Needless to say, as I grew older, I started thinking that Good Will Hunting was not only uncool, but also unforgivably corny. And for the artistically-minded, where the only true laugh is one of schadenfreude, corniness is the original sin. Allow me to illustrate Good Will Hunting’s portrait of unimaginable cringe: first off, Will Hunting is basically the Academy’s wet dream. He can bench…like, a high number…enjoys getting into fisticuff brawls with his kindergarten bullies, and lives in an abominable shithole of an apartment on the wrong side of the tracks. Will is working class and would happily defenestrate anyone who dared besmirch the sanctity of Casey Affleck, yet he also displays a degree of rugged sensitivity, a “damaged” man waiting for the right Harvard hottie to hammer away at the impenetrable—but not too impenetrable—shell shrouding his heart. And did I mention he is a MENSA-shattering genius with a bowl cut?

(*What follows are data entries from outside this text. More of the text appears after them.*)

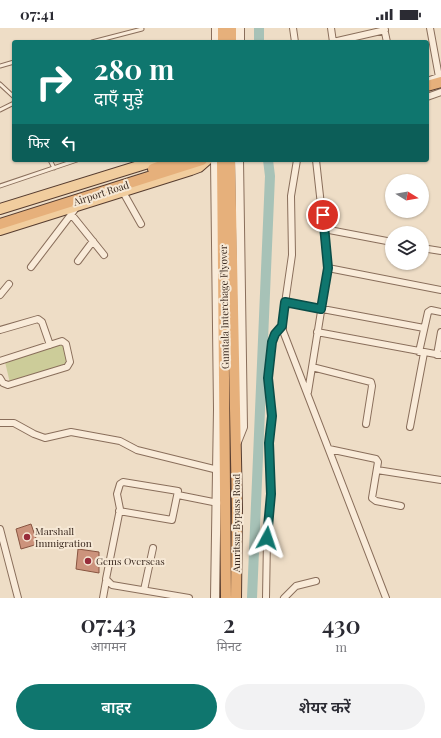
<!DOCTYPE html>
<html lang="hi">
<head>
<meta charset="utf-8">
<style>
  :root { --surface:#fff; --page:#f2f2f3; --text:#2b2b33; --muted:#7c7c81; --accent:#0f766e }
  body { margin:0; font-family:"Playfair Display","Noto Sans Devanagari",serif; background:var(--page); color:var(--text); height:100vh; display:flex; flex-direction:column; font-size:15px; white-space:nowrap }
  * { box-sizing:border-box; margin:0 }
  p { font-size:13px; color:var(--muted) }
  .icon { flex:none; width:22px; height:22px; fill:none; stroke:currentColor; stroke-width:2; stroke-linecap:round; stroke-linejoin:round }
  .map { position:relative; height:570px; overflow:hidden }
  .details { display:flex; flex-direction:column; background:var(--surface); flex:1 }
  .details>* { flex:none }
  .banner { position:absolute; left:12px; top:12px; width:417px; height:122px; border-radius:4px; box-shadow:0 1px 3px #0004; background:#0f766e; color:#fff; overflow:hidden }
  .needle { width:26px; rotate:101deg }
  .buttons { position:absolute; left:385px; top:146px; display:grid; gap:8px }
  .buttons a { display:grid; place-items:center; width:44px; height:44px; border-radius:50%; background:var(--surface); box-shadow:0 1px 3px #0004; font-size:20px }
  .pin { position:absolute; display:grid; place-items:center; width:34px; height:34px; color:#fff; margin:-17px; border:2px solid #fff; border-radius:50%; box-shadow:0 1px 4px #0007 }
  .me { position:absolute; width:44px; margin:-22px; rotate:5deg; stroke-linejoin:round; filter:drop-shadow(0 0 3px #0008) }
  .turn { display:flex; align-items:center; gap:14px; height:84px; padding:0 16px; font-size:18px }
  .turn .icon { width:52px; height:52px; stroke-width:2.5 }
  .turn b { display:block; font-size:28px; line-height:34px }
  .then { display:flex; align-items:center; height:38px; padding:0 16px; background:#0003; gap:8px; font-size:15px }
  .eta { display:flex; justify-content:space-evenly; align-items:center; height:68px; text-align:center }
  .eta b { font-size:24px; font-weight:600; line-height:28px }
  .action { display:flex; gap:8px; margin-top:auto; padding:8px 16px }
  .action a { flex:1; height:46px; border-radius:24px; background:var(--accent); color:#fff; font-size:16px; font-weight:600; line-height:46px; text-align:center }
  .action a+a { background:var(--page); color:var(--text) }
  .status { display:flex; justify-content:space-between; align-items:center; height:28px; padding:0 20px; background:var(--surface); direction:ltr }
  .status svg { height:11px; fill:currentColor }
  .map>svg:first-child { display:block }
  .green { fill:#cc9 }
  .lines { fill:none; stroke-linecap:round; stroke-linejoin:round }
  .river { stroke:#a7c2b7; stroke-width:10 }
  .building { fill:#cc937c; stroke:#885541 }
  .service-casing { stroke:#896e5b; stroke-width:5 }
  .minor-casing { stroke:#896e5b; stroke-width:8 }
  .tertiary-casing { stroke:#896e5b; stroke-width:10 }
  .primary-casing { stroke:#573d30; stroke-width:12 }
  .trunk-casing { stroke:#573d30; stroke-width:12 }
  .service { stroke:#f9ebd9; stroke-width:3 }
  .minor { stroke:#f9ebd9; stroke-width:6 }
  .tertiary { stroke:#f9ebd9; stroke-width:8 }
  .primary { stroke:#f1cd9e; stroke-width:10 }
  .trunk { stroke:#e6b07b; stroke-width:10 }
  .route-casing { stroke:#0a4d48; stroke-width:10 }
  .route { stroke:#0f766e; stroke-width:7 }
  .poi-dot { fill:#982c3a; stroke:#f6e8d5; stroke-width:1.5 }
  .labels { text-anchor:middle; stroke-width:4; stroke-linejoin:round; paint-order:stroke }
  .street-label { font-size:10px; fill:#3a291f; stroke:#f6e8d5 }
  .poi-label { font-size:10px; fill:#3a291f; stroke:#f6e8d5; text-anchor:start }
</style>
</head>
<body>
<div class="status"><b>07:41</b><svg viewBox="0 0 49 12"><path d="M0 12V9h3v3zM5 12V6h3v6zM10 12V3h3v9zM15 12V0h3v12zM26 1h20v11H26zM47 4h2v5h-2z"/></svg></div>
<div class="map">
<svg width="441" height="570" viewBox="0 0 441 570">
  <rect width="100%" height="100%" fill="#eeddc6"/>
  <!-- green -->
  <path class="green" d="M66 315 70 336 10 355 5 334Z"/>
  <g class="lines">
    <!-- river -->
    <path class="river" d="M259 0V14
      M252 570 270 148 268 132"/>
  </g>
  <!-- building -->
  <path class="building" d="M31 496 38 516 21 521 16 501Z
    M78 521 99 524V545L76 541Z"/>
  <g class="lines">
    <!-- service casing -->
    <g class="service-casing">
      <path id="service" d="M92 14 142 1
        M0 38 14 34
        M0 56 14 69
        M0 82 14 75
        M50 132 54 140
        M0 158 77 132"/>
    </g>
    <!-- minor casing -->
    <g class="minor-casing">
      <path id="minor" d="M293 0 295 14
        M331 0 333 14
        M384 0 387 14
        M430 0 439 49
        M333 14 385 2
        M427 53 441 48
        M427 69 441 64
        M297 132 291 168 292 227 283 289V303L386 570
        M123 164 141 196
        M71 186 104 227
        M324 201 392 214
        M422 220 441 223
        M78 233 93 213
        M31 239 76 180
        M328 240 441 262
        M0 267 9 256
        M285 274 424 300
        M0 302 38 291 42 294 50 317
        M317 304 441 327
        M419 324 428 284 431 282 441 284
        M437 327 441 304
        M0 333 62 313 66 316 70 334 67 339 8 357 3 355 0 350
        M312 339 371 354 372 358 366 396
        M308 364 328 240 316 132
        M0 395H14L34 406 45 410 71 404 120 413 137 422 218 442
        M410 399 424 325
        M329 421 376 431 378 434 372 470 376 473 401 478
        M377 442 441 452
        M178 467 218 475
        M119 483 172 492 178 463 123 454 120 456 117 466 120 481 106 551 112 557 189 570
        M0 501 18 570
        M144 562 153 520
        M103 570 106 553
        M266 570 267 511 271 466 269 415 272 388 268 350 272 314 275 306 282 298
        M284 570 296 558 316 553"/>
    </g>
    <!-- tertiary casing -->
    <g class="tertiary-casing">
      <path id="tertiary" d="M216 14V0
        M240 14V0
        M215 132 218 381 215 570
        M237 414 243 399 239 132"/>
    </g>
    <!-- primary casing -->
    <g class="primary-casing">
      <path id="primary" d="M0 181 158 132
        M0 202 191 142 199 139 207 132"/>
    </g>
    <!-- trunk casing -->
    <g class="trunk-casing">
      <path id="trunk" d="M223 14V0
        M231 14V0
        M427 58 441 54
        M222 132 226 570
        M230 132 237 480 236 570
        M153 141 177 132
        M0 196 202 132"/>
    </g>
    <!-- service -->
    <use href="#service" class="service"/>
    <!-- minor -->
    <use href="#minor" class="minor"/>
    <!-- tertiary -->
    <use href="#tertiary" class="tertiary"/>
    <!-- primary -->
    <use href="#primary" class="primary"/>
    <!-- trunk -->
    <use href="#trunk" class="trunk"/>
  </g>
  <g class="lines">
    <!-- route casing -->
    <g class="route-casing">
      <path id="route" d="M267 510 271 466 269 415 272 388 268 350 272 314 275 306 282 298 285 274 321 281 328 240 323 187"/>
    </g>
    <!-- route -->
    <use href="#route" class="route"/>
  </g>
  <!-- markers -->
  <g class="poi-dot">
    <circle cx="27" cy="509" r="4"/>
    <circle cx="88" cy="533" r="4"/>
  </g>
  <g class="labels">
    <!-- street labels -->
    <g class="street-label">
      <text transform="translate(101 165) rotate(-18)" y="4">Airport Road</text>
      <text transform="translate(224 279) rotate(-91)" y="4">Gumtala Interchage Flyover</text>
      <text transform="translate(236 495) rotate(-90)" y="4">Amritsar Bypass Road</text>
    </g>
    <!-- poi labels -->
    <g class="poi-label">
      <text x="35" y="507">Marshall<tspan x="35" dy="12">Immigration</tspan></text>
      <text x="96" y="537">Gems Overseas</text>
    </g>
  </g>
</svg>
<div class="buttons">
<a><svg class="needle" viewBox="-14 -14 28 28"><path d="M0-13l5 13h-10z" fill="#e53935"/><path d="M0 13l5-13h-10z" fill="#7c7c81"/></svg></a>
<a><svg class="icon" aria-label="layers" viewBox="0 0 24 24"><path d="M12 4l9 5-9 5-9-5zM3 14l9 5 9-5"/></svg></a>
</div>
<div class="pin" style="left:323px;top:187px;background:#d93025"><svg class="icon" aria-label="arrive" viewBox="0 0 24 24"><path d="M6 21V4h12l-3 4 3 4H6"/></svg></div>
<svg class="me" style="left:267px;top:510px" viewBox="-20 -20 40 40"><path d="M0-17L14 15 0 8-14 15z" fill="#0f766e" stroke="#fff" stroke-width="4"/></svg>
<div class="banner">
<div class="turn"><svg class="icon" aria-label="right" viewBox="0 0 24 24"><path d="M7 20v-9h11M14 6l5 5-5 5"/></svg><div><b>280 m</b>दाएँ मुड़ें</div></div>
<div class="then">फिर<svg class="icon" aria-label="left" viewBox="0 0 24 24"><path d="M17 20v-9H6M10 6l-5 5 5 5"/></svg></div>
</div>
</div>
<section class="details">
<div class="eta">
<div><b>07:43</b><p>आगमन</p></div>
<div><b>2</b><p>मिनट</p></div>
<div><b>430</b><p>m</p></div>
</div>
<div class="action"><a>बाहर</a><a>शेयर करें</a></div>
</section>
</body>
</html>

Let’s face it, too—there’s no way that Skylar, aforementioned Harvard Hottie of the film, and Will end up together for more than, like, six months. That still seems like a really generous estimation to me; I think that Skylar would get the “ick” as soon as she saw the car that Will had driven to California for her in, because Skylar is rich as shit and can’t hide behind the congenial British sheen for long. But, of course, despite the borderline-obscene prominence of Mr. Smith throughout the film, no one ends up getting stabbed by the end. We are left with an ad-libbed Robin Williams one-liner to shed an errant tear to, as Will drives off to see about his girl. They will remain together until Will joins the CIA or goes too far at the next Little League rumble. And don’t even get me started on the “It’s not your fault” scene—let’s not even go there.
Despite all of my grievances with Good Will Hunting, though, which could easily serve as fodder for the most cutting Letterboxd reviews, this doesn’t change how I feel about the movie. I can’t help but laugh at the jokes I have heard like sixteen thousand times before. They don’t exactly grow funnier, but they don’t grow less funny, either. It is jokes like these that make up the constants of our lives, especially when they’re spat out second-nature by the ones we love.

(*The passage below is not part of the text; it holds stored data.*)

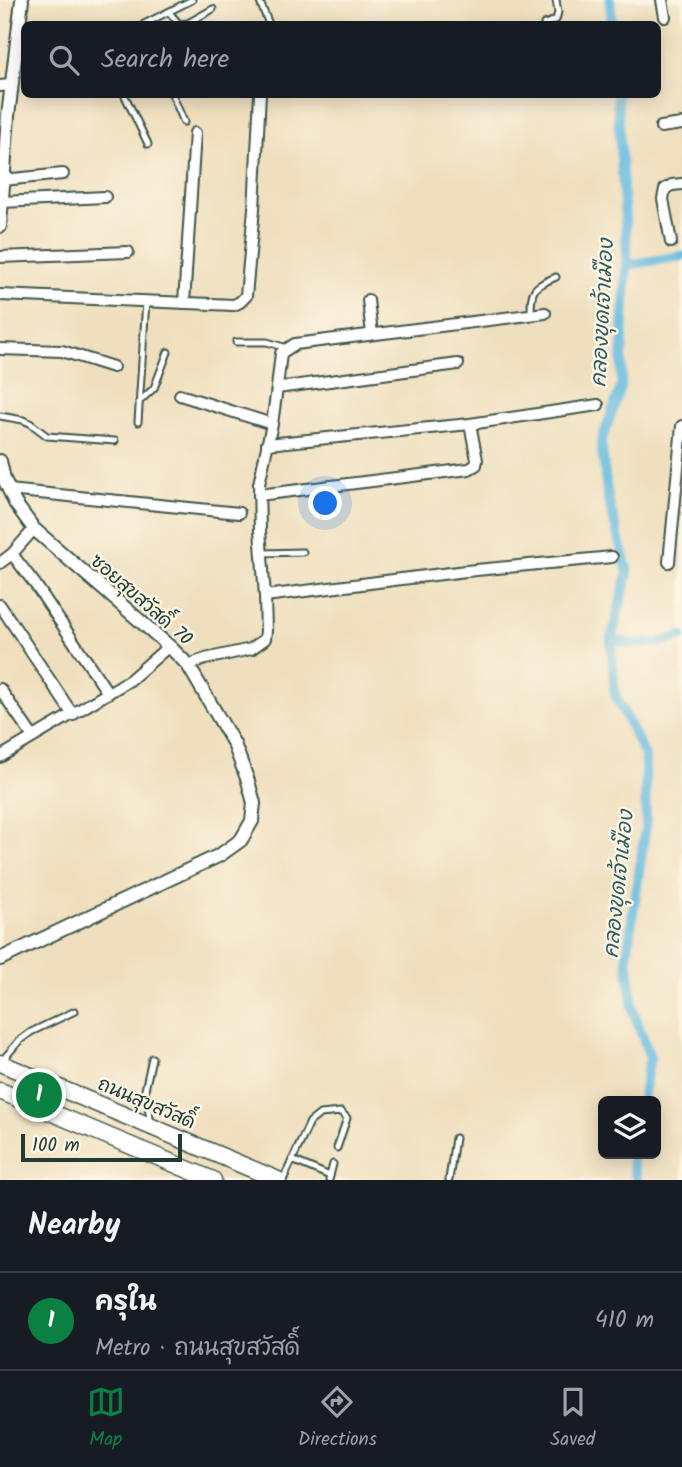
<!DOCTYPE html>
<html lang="en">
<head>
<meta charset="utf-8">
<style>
  :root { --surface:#171b24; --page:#20242c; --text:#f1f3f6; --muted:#9ea1a6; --line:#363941; --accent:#0b8043 }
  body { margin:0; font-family:Kalam,"Playpen Sans Thai",sans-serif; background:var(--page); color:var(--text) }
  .controls { position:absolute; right:21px; bottom:21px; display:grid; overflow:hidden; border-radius:10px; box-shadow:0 4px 18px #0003 }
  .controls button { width:63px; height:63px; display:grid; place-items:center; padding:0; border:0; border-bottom:2px solid var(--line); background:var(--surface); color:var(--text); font:35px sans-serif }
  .scale { position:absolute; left:21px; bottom:18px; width:161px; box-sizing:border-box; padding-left:7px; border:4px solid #1f3d34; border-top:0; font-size:19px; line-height:24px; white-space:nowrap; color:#1f3d34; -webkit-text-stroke:5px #fcf5e5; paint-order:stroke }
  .you { position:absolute; left:326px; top:504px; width:24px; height:24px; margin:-18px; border:5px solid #fff; border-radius:50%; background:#1a73e8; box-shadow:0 0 0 10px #1a73e833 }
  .badge { display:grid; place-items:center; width:46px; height:46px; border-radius:50%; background:var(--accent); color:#fff; font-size:23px; font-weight:700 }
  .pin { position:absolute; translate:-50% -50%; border:4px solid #fff; box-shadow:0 2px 7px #0006 }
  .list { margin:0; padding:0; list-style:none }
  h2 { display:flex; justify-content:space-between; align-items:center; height:91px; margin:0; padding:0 28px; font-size:30px }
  h2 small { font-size:23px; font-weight:400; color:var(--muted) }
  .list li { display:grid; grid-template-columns:46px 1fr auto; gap:21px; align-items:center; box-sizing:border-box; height:98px; padding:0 28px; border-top:2px solid var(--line) }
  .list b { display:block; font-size:26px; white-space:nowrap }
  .list p { margin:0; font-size:23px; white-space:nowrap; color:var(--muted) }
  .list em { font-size:23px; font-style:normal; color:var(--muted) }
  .icon { flex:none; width:38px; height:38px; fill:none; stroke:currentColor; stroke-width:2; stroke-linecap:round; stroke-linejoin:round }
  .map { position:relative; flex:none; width:682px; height:1180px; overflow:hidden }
  .search { position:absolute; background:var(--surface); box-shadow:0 4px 18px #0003; left:21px; right:21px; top:21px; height:77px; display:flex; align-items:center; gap:18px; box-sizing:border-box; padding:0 24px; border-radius:10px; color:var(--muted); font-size:26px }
  .sheet { height:189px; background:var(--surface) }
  nav { display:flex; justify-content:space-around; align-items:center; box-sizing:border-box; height:98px; border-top:2px solid var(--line); background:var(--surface); font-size:19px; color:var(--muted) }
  nav a { display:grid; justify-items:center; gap:4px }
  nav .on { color:var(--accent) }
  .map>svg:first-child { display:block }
</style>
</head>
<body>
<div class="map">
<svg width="682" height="1180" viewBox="0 0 682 1180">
  <rect width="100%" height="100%" fill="#fcf5e5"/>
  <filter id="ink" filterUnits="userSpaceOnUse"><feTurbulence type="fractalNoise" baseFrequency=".0143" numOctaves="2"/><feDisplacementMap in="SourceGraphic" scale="14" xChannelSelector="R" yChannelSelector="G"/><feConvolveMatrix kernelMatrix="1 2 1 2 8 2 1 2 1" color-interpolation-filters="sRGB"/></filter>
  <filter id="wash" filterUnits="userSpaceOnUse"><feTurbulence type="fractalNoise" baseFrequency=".00686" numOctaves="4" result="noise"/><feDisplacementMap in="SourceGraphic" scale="28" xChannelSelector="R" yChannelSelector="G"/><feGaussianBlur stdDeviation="1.57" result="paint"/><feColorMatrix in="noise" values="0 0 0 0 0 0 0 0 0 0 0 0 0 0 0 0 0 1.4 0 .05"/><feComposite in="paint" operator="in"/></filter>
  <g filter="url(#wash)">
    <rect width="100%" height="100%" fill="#f0dfbe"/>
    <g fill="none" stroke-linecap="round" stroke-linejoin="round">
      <g stroke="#62b9df" stroke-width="10">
        <path d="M610 0 612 24"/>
        <path d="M617 94 627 252 621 387 601 442 608 499 628 573 611 640 615 694 645 756 646 824 627 956 633 1010 650 1057 642 1101"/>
        <path d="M626 265 682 256"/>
        <path d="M611 640 635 644 657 643 682 636"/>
        <path d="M633 1154 632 1161 637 1180"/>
      </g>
    </g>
  </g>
  <g filter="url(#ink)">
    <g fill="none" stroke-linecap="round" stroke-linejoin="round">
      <defs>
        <g id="service">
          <path d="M259 0 269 24"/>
          <path d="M169 12 179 24 188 23 213 9"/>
          <path d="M144 24 192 0"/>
          <path d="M544 24 556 20 558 12 556 0"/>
          <path d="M124 94 148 144"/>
          <path d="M172 94 184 122"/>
          <path d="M531 313C531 288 533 287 556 277"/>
          <path d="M236 342H267L287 348"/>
          <path d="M139 402 154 388 168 352"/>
          <path d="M0 416 23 420 30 423 47 436 115 441"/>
          <path d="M138 422 146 301"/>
          <path d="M262 553 303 552"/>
          <path d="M1 1062 19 1041 31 1032 75 1011"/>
          <path d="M151 1124 145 1090 152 1058"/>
          <path d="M292 1160 330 1176"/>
          <path d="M283 1180 310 1122 320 1114 341 1112 347 1118 337 1148"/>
          <path d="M329 1180 333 1164"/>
          <path d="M449 1180 455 1138"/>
        </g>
        <g id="minor">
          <path d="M662 0 665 17"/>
          <path d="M0 86 11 85"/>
          <path d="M661 127 682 124"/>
          <path d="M3 180 63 174"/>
          <path d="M2 202 105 197"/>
          <path d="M671 242 663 199 665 189 672 185 682 184"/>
          <path d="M0 257 128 252"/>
          <path d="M0 295 234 305 240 302 246 296 254 209 260 94"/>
          <path d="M368 300 372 334"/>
          <path d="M184 303 195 133"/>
          <path d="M0 349 62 351 113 367"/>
          <path d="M277 388 281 353 295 344 545 313"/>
          <path d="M180 395 272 424"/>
          <path d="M267 444 470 424 598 405"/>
          <path d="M9 490 239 513"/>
          <path d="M259 495 469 469 476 465 477 460 470 424"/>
          <path d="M12 554 35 584 108 693"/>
          <path d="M669 562 682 426"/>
          <path d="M0 563 12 554 34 529"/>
          <path d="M265 596 466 571 612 557"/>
          <path d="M0 605 73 715"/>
          <path d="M188 665 205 659 251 649 265 639 266 631 265 596 260 530 259 484 272 424 277 388 458 364"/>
          <path d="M0 689 33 737"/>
          <path d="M0 757 130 680 169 646"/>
        </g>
        <g id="tertiary">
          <path d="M0 226 8 116 22 0"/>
          <path d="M0 461 4 479 15 503 34 529 169 646 188 665 234 744 248 781 254 803 252 821 241 840 220 855 0 959"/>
        </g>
        <g id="primary">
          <path d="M0 1063 278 1180"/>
          <path d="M0 1091 213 1180"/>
        </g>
      </defs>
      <use href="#service" stroke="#3e5549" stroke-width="9"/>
      <use href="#minor" stroke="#3e5549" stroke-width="14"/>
      <use href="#tertiary" stroke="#3e5549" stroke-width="16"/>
      <use href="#primary" stroke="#3e5549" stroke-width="19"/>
      <use href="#service" stroke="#fff" stroke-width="5"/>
      <use href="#minor" stroke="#fff" stroke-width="10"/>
      <use href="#tertiary" stroke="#fff" stroke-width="12"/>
      <use href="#primary" stroke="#fff" stroke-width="16"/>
    </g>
  </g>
  <g text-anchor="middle" stroke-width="5" stroke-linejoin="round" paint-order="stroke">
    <g font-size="19" fill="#1f3d34" stroke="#fcf5e5">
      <text transform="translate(142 599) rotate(41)" y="7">ซอยสุขสวัสดิ์ 70</text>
      <text transform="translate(147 1102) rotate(23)" y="7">ถนนสุขสวัสดิ์</text>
    </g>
    <g font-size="21" font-style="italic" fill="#305c5f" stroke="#fcf5e5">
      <text transform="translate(602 313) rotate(-87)" y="7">คลองขุดเจ้าเมือง</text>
      <text transform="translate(618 884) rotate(-84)" y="7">คลองขุดเจ้าเมือง</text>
    </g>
  </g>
</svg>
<div class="controls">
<button><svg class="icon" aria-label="layers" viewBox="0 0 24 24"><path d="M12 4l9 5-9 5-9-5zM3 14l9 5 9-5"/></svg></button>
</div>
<div class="scale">100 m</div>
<div class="you"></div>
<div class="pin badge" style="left:39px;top:1095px">1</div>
<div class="search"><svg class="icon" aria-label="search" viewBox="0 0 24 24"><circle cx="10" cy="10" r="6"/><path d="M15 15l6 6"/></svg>Search here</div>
</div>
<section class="sheet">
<h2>Nearby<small></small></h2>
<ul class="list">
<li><span class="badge">1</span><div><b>ครุใน</b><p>Metro · ถนนสุขสวัสดิ์</p></div><em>410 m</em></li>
</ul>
</section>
<nav>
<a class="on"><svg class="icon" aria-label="map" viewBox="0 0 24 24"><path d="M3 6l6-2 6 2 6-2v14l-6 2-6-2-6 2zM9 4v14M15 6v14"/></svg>Map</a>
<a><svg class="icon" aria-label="directions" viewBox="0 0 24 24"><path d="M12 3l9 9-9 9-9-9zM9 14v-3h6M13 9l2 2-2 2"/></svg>Directions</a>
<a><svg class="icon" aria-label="saved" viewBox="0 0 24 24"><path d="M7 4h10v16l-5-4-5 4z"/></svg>Saved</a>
</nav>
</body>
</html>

It can be something of a knee-jerk reaction to label something as corny or insufferable if it’s not trying to cure cancer. This does not mean that the corniness accusations are unfounded; they do have their basis in observable reality and not Letterboxd la-la land at times. Some parts of Good Will Hunting do make me want to throw up, and in many ways, I like Boogie Nights a lot better. I do have my days where I think the movie should never have been made and that Matt Damon’s fingers should be cut off Banshees-style so he can never write again. But the potency of my feelings proves that Good Will Hunting is not just some innocuous thing to me. In his review of the film, old goat Roger Ebert said It's the individual moments, not the payoff, that make the movie so effective. The little moments, not the ending, are what makes Good Will Hunting my most rewatched movie of all time. In each moment, there is something new to experience each time, even if that’s seeing it make someone else laugh. We need those shareable movies to hold onto, lest we need a break from our growing, fleeting selves.